Jonathan Paul Sirski, in his mid-40s, pleaded guilty to one count of possession of child pornography Thursday, admitting he kept a large number of child sexual abuse images on electronic devices, along with at least a dozen of the dolls, in his Fort Richmond home.
Crown prosecutor Victor Bellay outlined the case against Sirski, reading from an agreed statement of facts to provincial court Judge Cindy Sholdice, before he entered his guilty plea.
On Aug. 4 last year, Bellay said, Canada Border Services Agency officers in Vancouver intercepted a package, imported from China, that was slated to be shipped to Sirski’s home on Dalhousie Drive.

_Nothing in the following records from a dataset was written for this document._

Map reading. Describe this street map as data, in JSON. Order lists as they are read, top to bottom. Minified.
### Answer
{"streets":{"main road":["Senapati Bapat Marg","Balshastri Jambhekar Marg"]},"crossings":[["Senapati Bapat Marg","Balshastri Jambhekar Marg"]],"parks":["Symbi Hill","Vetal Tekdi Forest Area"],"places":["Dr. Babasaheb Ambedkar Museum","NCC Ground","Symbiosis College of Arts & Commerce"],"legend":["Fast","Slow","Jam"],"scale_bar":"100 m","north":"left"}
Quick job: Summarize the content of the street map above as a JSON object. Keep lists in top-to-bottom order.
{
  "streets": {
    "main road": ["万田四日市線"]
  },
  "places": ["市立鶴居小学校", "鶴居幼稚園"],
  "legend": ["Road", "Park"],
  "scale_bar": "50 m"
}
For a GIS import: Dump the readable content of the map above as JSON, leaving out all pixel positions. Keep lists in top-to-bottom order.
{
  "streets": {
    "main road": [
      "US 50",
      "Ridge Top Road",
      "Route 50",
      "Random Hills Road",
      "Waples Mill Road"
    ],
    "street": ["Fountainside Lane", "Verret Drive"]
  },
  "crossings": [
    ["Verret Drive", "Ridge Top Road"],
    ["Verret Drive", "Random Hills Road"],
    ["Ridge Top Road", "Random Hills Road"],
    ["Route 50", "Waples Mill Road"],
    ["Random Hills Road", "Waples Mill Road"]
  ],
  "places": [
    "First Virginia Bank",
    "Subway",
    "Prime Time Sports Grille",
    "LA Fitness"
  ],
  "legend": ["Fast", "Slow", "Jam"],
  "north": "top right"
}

“CBSA officers opened the package and located an anatomically correct juvenile female doll,” Bellay told court.
The border agents contacted Winnipeg Police Service internet child exploitation investigators on Aug. 15.
Two Winnipeg detectives viewed photographs of the seized doll and “believed it depicted a child between the ages of 13 and 14 years and therefore met the definition of child pornography,” said Bellay.
Investigators then placed Sirski under surveillance, watching him leave his home on Sept. 3 and go to the University of Manitoba, where he worked as an instructional technologist. It’s unclear if he remains employed there.
A U of M official said Thursday the post-secondary institution is aware of the case, but would not comment further, citing privacy legislation.
On Sept. 4, the package was delivered to Sirski’s home and at 6:30 a.m. the next day, police investigators showed up at his door with a search warrant and arrested him, said Bellay.
Inside his home, officers found a disturbing collection, said Bellay, which included a female infant doll.
Sirski was found to have seven of the infant dolls and several other dolls depicting older but still prepubescent girls. One was found on the toilet seat in a washroom in his home.
He had “a number of accessories for the dolls, including wigs, children’s clothing and underwear, gloves, combs, soothers, bottles and diapers,” said Bellay.
On three electronic devices, which included a hard drive, investigators located more than 4,000 images of child sexual abuse.
On Oct. 5 last year, Sirski sat for an interview with a detective, who he told he first acquired a child doll six to eight months earlier and that he could not recall how many he had ordered.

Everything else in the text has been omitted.